While most people would agree that they want to ensure that their wishes are carried out when choosing a guardian,  6 in 10 U.S. adults do not have a basic will, let alone a full estate plan.


What does the court consider when naming a guardian?


The court first assesses whether your guardian candidate meets guardianship requirements under state law. Relevant factors may include the potential guardians:

  1. Age: are they at least 18 years old?
  2. Criminal record: do they have a felony conviction involving harm or threat to a child?
  3. Lifestyle choices: Are they U.S. residents?
  4. Physical and mental capabilities: Are they of sound mind?
  5. Financial situation: Will being a guardian pose a financial hardship?

If the person does not have a lawful U.S. status or lives outside the country, it could raise some questions for the court, such as:

  1. Will the child be taken outside of the country to live?
  2. Will they be living in a safe and suitable location?
  3. What will the child’s legal status be in that country?
  4. How will their legal status in that country impact them?
  5. Does the child have any ties to that country?
  6. Does the child speak the same language as the guardian?
  7. Has the child visited the guardian’s country before?
  8. Can non-U.S. citizens come to the U.S. and remain here long enough to complete the guardianship process?
  9. Are there any legal issues that prevent the proposed guardian from obtaining a visa for this purpose?
  10. Is there a chance the guardian could move to the U.S. and gain a lawful status to live here and raise the child?

The court will consider all these factors and the situation’s context. For example, how comfortable would the child be moving to another country to live with their guardian? Answer these questions in advance for the court as part of your estate plan. By presenting a compelling argument for your choice of guardian, it is more likely your wishes will be honored.


What is the difference between a legal guardian and a guardian of the estate?


The person you choose to raise your child to adulthood is their guardian. The person in charge of administering the finances you have set aside for this purpose is a guardian of the estate.

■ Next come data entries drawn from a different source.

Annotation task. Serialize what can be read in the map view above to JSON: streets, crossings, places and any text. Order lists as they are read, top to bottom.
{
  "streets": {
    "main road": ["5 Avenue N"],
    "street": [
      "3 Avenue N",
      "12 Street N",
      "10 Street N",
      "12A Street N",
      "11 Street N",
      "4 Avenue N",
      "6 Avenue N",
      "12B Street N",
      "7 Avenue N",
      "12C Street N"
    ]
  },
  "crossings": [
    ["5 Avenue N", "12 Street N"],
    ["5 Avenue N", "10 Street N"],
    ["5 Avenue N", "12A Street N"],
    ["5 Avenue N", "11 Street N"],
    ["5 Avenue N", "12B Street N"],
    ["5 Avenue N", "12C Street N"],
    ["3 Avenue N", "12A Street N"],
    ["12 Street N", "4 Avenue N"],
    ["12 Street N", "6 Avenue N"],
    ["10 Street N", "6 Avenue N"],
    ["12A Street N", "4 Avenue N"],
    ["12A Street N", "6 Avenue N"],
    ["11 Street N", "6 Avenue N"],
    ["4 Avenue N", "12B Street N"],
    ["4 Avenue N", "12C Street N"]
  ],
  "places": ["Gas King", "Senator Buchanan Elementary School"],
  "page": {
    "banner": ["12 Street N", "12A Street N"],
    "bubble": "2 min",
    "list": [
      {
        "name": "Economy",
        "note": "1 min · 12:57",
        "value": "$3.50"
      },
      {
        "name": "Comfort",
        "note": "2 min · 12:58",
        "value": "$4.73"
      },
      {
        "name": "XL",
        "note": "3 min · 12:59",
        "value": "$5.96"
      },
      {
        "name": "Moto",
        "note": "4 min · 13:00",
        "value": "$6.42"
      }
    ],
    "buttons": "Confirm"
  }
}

In some states, these are different people. Sometimes, the same person serves as both the legal guardian and the guardian of the estate.


If your proposed guardian is not a U.S. citizen and you have established a trust for your child’s benefit, separating these roles may be a good idea. Having a foreign trustee could cause the trust to be designated as a foreign trust under U.S. law. This designation could trigger some problematic tax consequences. Foreign trusts have potentially higher taxes and different reporting requirements.


Make an informed guardianship decision


Choosing a guardian is one of the most important decisions you will make as a parent. Before finalizing your decision, talk to your estate attorney. They can help you navigate the pros and cons of each potential choice and present some options and issues you may not have considered. They will also help you develop a list of alternatives for your non-U.S. citizen choice in case your first choice does not work out.